Les deux autres lunes de Neptune se déclinent en deux variétés: brillantes et sombres. L’étoile brillante, maintenant connue sous le nom de S/2002 N5, a un diamètre de 15 miles et orbite autour de Neptune tous les 9 ans. Le plus faible, S/2021 N1, mesure 9,3 milles de diamètre, orbite tous les 27 ans et était un peu plus difficile à repérer.
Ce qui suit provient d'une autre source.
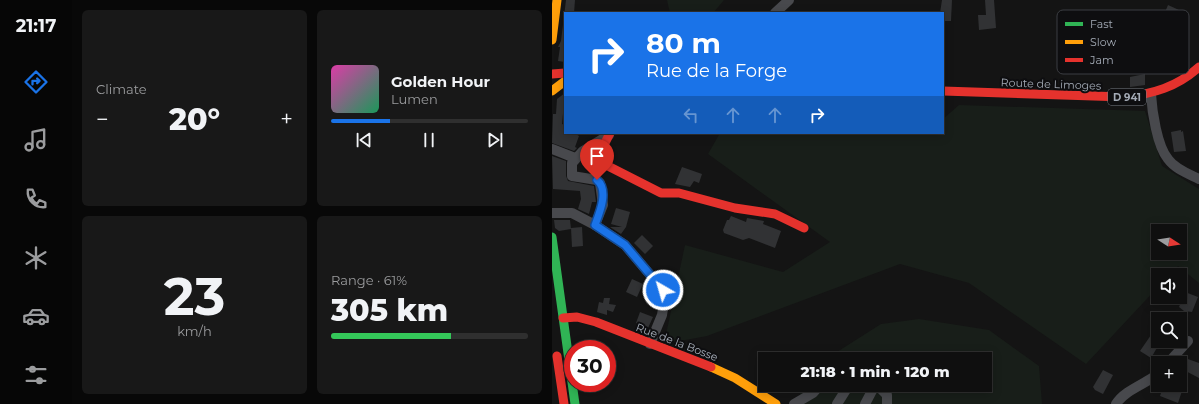 <!DOCTYPE html>
<html lang="en">
<head>
<meta charset="utf-8">
<style>
	body { margin:0; font-family:Montserrat,sans-serif; background:#181818; color:#f1f3f6; height:100vh; display:flex; flex-direction:column; font-size:15px; white-space:nowrap }
	* { box-sizing:border-box; margin:0 }
	p { font-size:13px; color:#9b9c9e }
	.icon { flex:none; width:22px; height:22px; fill:none; stroke:currentColor; stroke-width:2; stroke-linecap:round; stroke-linejoin:round }
	.map { position:relative; flex:1; overflow:hidden }
	.sheet { display:flex; flex-direction:column; gap:10px; padding:10px; background:#080808; width:480px }
	.sheet>* { flex:none }
	.banner { position:absolute; left:12px; top:12px; width:380px; height:122px; border-radius:0px; box-shadow:0 2px 10px #0003,0 0 0 1px #2f2f2f; background:#1a73e8; color:#fff; overflow:hidden }
	.needle { width:26px; rotate:102deg }
	.buttons { position:absolute; left:599px; top:224px; display:grid; gap:8px }
	.buttons a { display:grid; place-items:center; width:36px; height:36px; border-radius:0px; background:#0f0f0f; box-shadow:0 2px 10px #0003,0 0 0 1px #2f2f2f; font-size:20px }
	.speed { position:absolute; left:12px; top:340px; display:flex; gap:8px; font-size:20px; font-weight:700; text-align:center }
	.speed>* { display:grid; place-content:center; width:52px; height:52px; border-radius:50%; background:#0f0f0f; box-shadow:0 2px 10px #0003,0 0 0 1px #2f2f2f; line-height:1 }
	.speed .limit { border:6px solid #d22; background:#fff; color:#111 }
	.pin { position:absolute; display:grid; place-items:center; width:34px; height:34px; color:#fff; margin:-41px -17px; border-radius:50% 50% 50% 0; rotate:-45deg; box-shadow:0 0 4px #0007 }
	.pin .icon { rotate:45deg }
	.me { position:absolute; width:44px; margin:-22px; rotate:322deg; stroke-linejoin:round; filter:drop-shadow(0 0 3px #0008) }
	.turn { display:flex; align-items:center; gap:14px; height:84px; padding:0 16px; font-size:18px }
	.turn .icon { width:52px; height:52px; stroke-width:2.5 }
	.turn b { display:block; font-size:28px; line-height:34px }
	.lanes { display:flex; align-items:center; height:38px; padding:0 16px; background:#0003; justify-content:center; gap:20px; direction:ltr }
	.lanes .off { opacity:.35 }
	.big { font-size:30px; font-weight:800; line-height:1.1 }
	.sheet .widget { flex:1; display:flex; flex-direction:column; justify-content:center; gap:6px; min-width:0; padding:0 14px; border-radius:6px; background:#181818 }
	.sheet .dial { align-items:center; gap:0 }
	.dial b { font-size:52px; line-height:1 }
	.song { display:flex; align-items:center; gap:12px }
	.cover { width:48px; height:48px; border-radius:6px; background:linear-gradient(135deg,hsl(320 70% 55%),hsl(150 70% 35%)) }
	.played { height:4px; border-radius:2px; background:linear-gradient(90deg,#1a73e8 30%,#2f2f2f 30%) }
	.keys { display:flex; justify-content:space-around; direction:ltr }
	.heat { display:flex; justify-content:space-between; align-items:center; font-size:22px; direction:ltr }
	.charge { height:6px; border-radius:3px; background:linear-gradient(90deg,#34c759 61%,#2f2f2f 0) }
	.sheet .tiles { flex:1; display:grid; gap:10px; grid-template-columns:repeat(2,1fr) }
	.trip { position:absolute; left:206px; top:352px; width:234px; height:40px; border-radius:0px; background:#0f0f0f; box-shadow:0 2px 10px #0003,0 0 0 1px #2f2f2f; font-weight:800; line-height:40px; text-align:center }
	main { display:flex; flex:1; min-height:0 }
	.menu { display:flex; flex-direction:column; width:72px; justify-content:space-around; align-items:center; background:#060606; color:#9b9c9e }
	.menu .icon { width:28px; height:28px }
	.menu .active { color:#1a73e8 }
	.menu b { font-size:18px; color:#f1f3f6 }
	.map>svg:first-child { display:block }
	.green { fill:#181e19; fill-rule:evenodd }
	.building { fill:#313234 }
	.lines { fill:none; stroke-linecap:round; stroke-linejoin:round }
	.street { stroke:#48494d; stroke-width:10 }
	.fast { stroke:#30b455; stroke-width:9 }
	.slow { stroke:#ff9f0a; stroke-width:9 }
	.jam { stroke:#e5322d; stroke-width:9 }
	.route-casing { stroke:#114b97; stroke-width:10 }
	.route { stroke:#1a73e8; stroke-width:7 }
	.labels { text-anchor:middle; dominant-baseline:central; stroke-width:4; stroke-linejoin:round; paint-order:stroke }
	.shield { fill:#0e0e10; stroke:#777c84; stroke-width:1 }
	.shield-label { font-size:10px; font-weight:bold; fill:#a4abb6 }
	.street-label { font-size:11px; fill:#a4abb6; stroke:#0e0e10 }
	.key { fill:#0e0e10; stroke:#3b3d42; stroke-width:1 }
	.key-label { font-size:11px; fill:#a4abb6 }
</style>
</head>
<body>
<main>
<nav class="menu">
<b>21:17</b>
<svg class="icon active" aria-label="directions" viewBox="0 0 24 24"><path d="M12 3l9 9-9 9-9-9zM9 14v-3h6M13 9l2 2-2 2"/></svg>
<svg class="icon" aria-label="music" viewBox="0 0 24 24"><path d="M9 18V5l10-2v13"/><circle cx="6" cy="18" r="3"/><circle cx="16" cy="16" r="3"/></svg>
<svg class="icon" aria-label="phone" viewBox="0 0 24 24"><path d="M5 4h4l2 5-3 2q2 4 5 5l2-3 5 2v4C11 20 4 13 5 4z"/></svg>
<svg class="icon" aria-label="climate" viewBox="0 0 24 24"><path d="M12 3v18M4 7l16 10M4 17L20 7"/></svg>
<svg class="icon" aria-label="car" viewBox="0 0 24 24"><path d="M5 17H2v-5l4-1 3-4h7l3 4 3 1v5h-3M9 17h6M6 11h13"/><circle cx="7" cy="17" r="2"/><circle cx="17" cy="17" r="2"/></svg>
<svg class="icon" aria-label="filters" viewBox="0 0 24 24"><path d="M4 7h16M4 17h16"/><circle cx="9" cy="7" r="2"/><circle cx="15" cy="17" r="2"/></svg>
</nav>
<section class="sheet">
<div class="tiles">
<div class="widget"><p>Climate</p>
<div class="heat"><a>−</a><b class="big">20°</b><a>+</a></div>
</div>
<div class="widget">
<div class="song"><i class="cover"></i><div><b>Golden Hour</b><p>Lumen</p></div></div>
<div class="played"></div>
<div class="keys"><svg class="icon" aria-label="previous" viewBox="0 0 24 24"><path d="M18 5L8 12l10 7zM5 5v14"/></svg><svg class="icon" aria-label="pause" viewBox="0 0 24 24"><path d="M8 5v14M16 5v14"/></svg><svg class="icon" aria-label="next" viewBox="0 0 24 24"><path d="M6 5l10 7-10 7zM19 5v14"/></svg></div>
</div>
<div class="widget dial"><b>23</b><p>km/h</p></div>
<div class="widget"><p>Range · 61%</p><b class="big">305 km</b><div class="charge"></div></div>
</div>
</section>
<div class="map">
<svg width="647" height="404" viewBox="0 0 647 404">
	<rect width="100%" height="100%" fill="#141414"/>
	<g class="green">
		<path d="M115,0H172L161,13H118Z"/>
		<path d="M407,105L593,111L610,166L647,189V283L626,266L617,275H606V287L534,364L417,283L348,264L155,336L112,344L133,245L231,272L278,242L156,154L168,133H391V119ZM606,231H628V253H606Z"/>
		<path d="M367,319L437,330L487,366L490,404H245L251,385H433V359H274L329,324Z"/>
	</g>
	<g class="building">
		<path d="M14,0H23L22,13H13V62L6,61L8,47H6L9,41Z"/>
		<path d="M390,0H400L399,21H391V13H388Z"/>
		<path d="M433,0H442L444,28L427,30L426,15H434Z"/>
		<path d="M616,5L627,10L621,25L618,24L617,28L608,24Z"/>
		<path d="M593,74V85L578,87V77Z"/>
		<path d="M13,93L10,124L13,125V133H22L27,136L23,147L25,148L22,151L0,143L1,114H4L5,99Z"/>
		<path d="M629,130V132L631,131L634,151L622,152L619,132Z"/>
		<path d="M0,156L14,161V176L16,181L42,186L44,202H40L37,214L26,209L29,199L28,191L1,189Z"/>
		<path d="M130,167L150,174L147,183L142,181L138,187L123,184Z"/>
		<path d="M64,208L78,212L74,227L69,234L58,227H70L59,224Z"/>
		<path d="M179,216L194,222L195,218L212,221L211,224L229,231L223,248L197,238L191,240L172,233L171,230L175,220H177Z"/>
		<path d="M2,220H18L19,229L7,231L3,228Z"/>
		<path d="M30,227L31,246L20,247L19,228Z"/>
		<path d="M90,235L101,246L93,254L82,243Z"/>
		<path d="M80,279L91,284L85,297L74,292Z"/>
		<path d="M633,292L646,297L640,312L632,311L627,307Z"/>
		<path d="M52,298H58L57,304L64,305L61,312L55,310V315L45,312L47,302L51,303Z"/>
		<path d="M88,312L101,317L96,328L84,323Z"/>
		<path d="M599,335L609,341L599,358L588,351Z"/>
		<path d="M633,358L647,363V378L628,368Z"/>
		<path d="M551,370L561,375L551,394L543,390L541,387Z"/>
		<path d="M617,385L631,388L626,403L608,396L611,387L616,389Z"/>
	</g>
	<g class="lines">
		<g class="street">
			<path d="M223,13L237,0"/>
			<path d="M599,94C600,111 605,146 616,159C623,169 637,174 647,179"/>
			<path d="M0,149L23,158"/>
			<path d="M0,213H20L43,225L73,245L111,290L112,302L110,315L98,344"/>
			<path d="M43,225L51,205L48,183L45,180L20,176V163L31,151L57,135"/>
			<path d="M616,363L636,341"/>
			<path d="M242,404L261,393L268,385"/>
			<path d="M285,404L297,385"/>
			<path d="M313,404L321,389L327,387L335,395V404"/>
			<path d="M564,404C573,390 593,384 606,374"/>
		</g>
		<path class="fast" d="M0,237L23,404"/>
		<g class="slow">
			<path d="M0,40L5,0"/>
			<path d="M0,91L13,81"/>
			<path d="M159,367L183,378L224,404"/>
		</g>
		<g class="jam">
			<path d="M0,74L13,73"/>
			<path d="M391,91L572,97C601,94 625,87 647,67"/>
			<path d="M58,133L48,153L50,163L109,193H127L183,208L223,214L252,228"/>
			<path d="M11,318L25,317L44,322L159,367"/>
			<path d="M5,356L12,404"/>
		</g>
	</g>
	<g class="lines">
		<defs>
			<path id="route" d="M45,180C57,190 48,212 43,225L73,245L111,290"/>
		</defs>
		<use href="#route" class="route-casing"/>
		<use href="#route" class="route"/>
	</g>
	<g class="labels">
		<rect class="shield" x="556" y="89" width="38" height="16" rx="3"/>
		<g class="shield-label">
			<text x="575" y="97">D 941</text>
		</g>
		<g class="street-label">
			<text transform="translate(499 84) rotate(2)">Route de Limoges</text>
			<text transform="translate(125 342) rotate(21)">Rue de la Bosse</text>
		</g>
	</g>
	<rect x="505" y="10" width="132" height="64" rx="6" class="key"/>
	<rect x="513" y="22" width="18" height="4" fill="#30b455"/>
	<rect x="513" y="40" width="18" height="4" fill="#ff9f0a"/>
	<rect x="513" y="58" width="18" height="4" fill="#e5322d"/>
	<g class="key-label">
		<text x="538" y="28">Fast</text>
		<text x="538" y="46">Slow</text>
		<text x="538" y="64">Jam</text>
	</g>
</svg>
<div class="buttons">
<a><svg class="needle" viewBox="-14 -14 28 28"><path d="M0-13l5 13h-10z" fill="#e53935"/><path d="M0 13l5-13h-10z" fill="#9b9c9e"/></svg></a>
<a><svg class="icon" aria-label="sound" viewBox="0 0 24 24"><path d="M4 9h4l5-4v14l-5-4H4zM17 9q2 3 0 6"/></svg></a>
<a><svg class="icon" aria-label="search" viewBox="0 0 24 24"><circle cx="10" cy="10" r="6"/><path d="M15 15l6 6"/></svg></a>
<a>+</a>
</div>
<div class="speed"><div class="limit">30</div></div>
<div class="pin" style="left:45px;top:180px;background:#d93025"><svg class="icon" aria-label="arrive" viewBox="0 0 24 24"><path d="M6 21V4h12l-3 4 3 4H6"/></svg></div>
<svg class="me" style="left:111px;top:290px" viewBox="-20 -20 40 40"><circle r="17" fill="#1a73e8" stroke="#fff" stroke-width="3"/><path d="M0-11L8 9 0 5-8 9z" fill="#fff"/></svg>
<div class="trip">21:18 · 1 min · 120 m</div>
<div class="banner">
<div class="turn"><svg class="icon" aria-label="right" viewBox="0 0 24 24"><path d="M7 20v-9h11M14 6l5 5-5 5"/></svg><div><b>80 m</b>Rue de la Forge</div></div>
<div class="lanes"><svg class="icon off" aria-label="left" viewBox="0 0 24 24"><path d="M17 20v-9H6M10 6l-5 5 5 5"/></svg><svg class="icon off" aria-label="ahead" viewBox="0 0 24 24"><path d="M12 20V5M6 11l6-6 6 6"/></svg><svg class="icon off" aria-label="ahead" viewBox="0 0 24 24"><path d="M12 20V5M6 11l6-6 6 6"/></svg><svg class="icon" aria-label="right" viewBox="0 0 24 24"><path d="M7 20v-9h11M14 6l5 5-5 5"/></svg></div>
</div>
</div>
</main>
</body>
</html>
Le très grand télescope de l’Observatoire européen austral et le télescope de 8 mètres de l’observatoire Gemini avaient besoin de nuits ultra claires pour suivre l’orbite de la petite lune. Ces deux lunes ont été initialement découvertes en septembre 2021 et confirmées par des observations ultérieures au cours des années suivantes à l’aide des télescopes Magellan. Les deux nouveaux ajouts de Neptune porteront le nom des 50 déesses de la mer Néréides de la mythologie grecque.
Pour visualiser des images d’Uranus et de Neptune plus profondes que jamais, les astronomes ont utilisé des expositions de cinq minutes sur des périodes de trois à quatre heures pendant plusieurs nuits. Grâce au mouvement des planètes, cette technique a produit plus de détails que n’importe quelle étude précédente des géantes de glace.
“Comme les satellites ne se déplacent que quelques minutes par rapport aux étoiles et aux galaxies en arrière-plan, les expositions longues uniques ne sont pas idéales pour capturer des images profondes d’objets en mouvement”, a déclaré Sheppard dans un communiqué de presse. “Lorsque ces multiples expositions sont empilées, les étoiles et les galaxies apparaîtront avec des traînées derrière elles, et les objets en mouvement similaires à la planète hôte seront considérés comme des sources ponctuelles, faisant ressortir les lunes en raison du bruit de fond dans les images.”
Les orbites de ces trois lunes suggèrent qu’elles ont probablement tourné autour de ces planètes glacées peu de temps après leur formation au début du système solaire. Comprendre ces caractéristiques orbitales peut aider les astronomes à comprendre comment ces planètes lointaines ont capturé leurs lunes.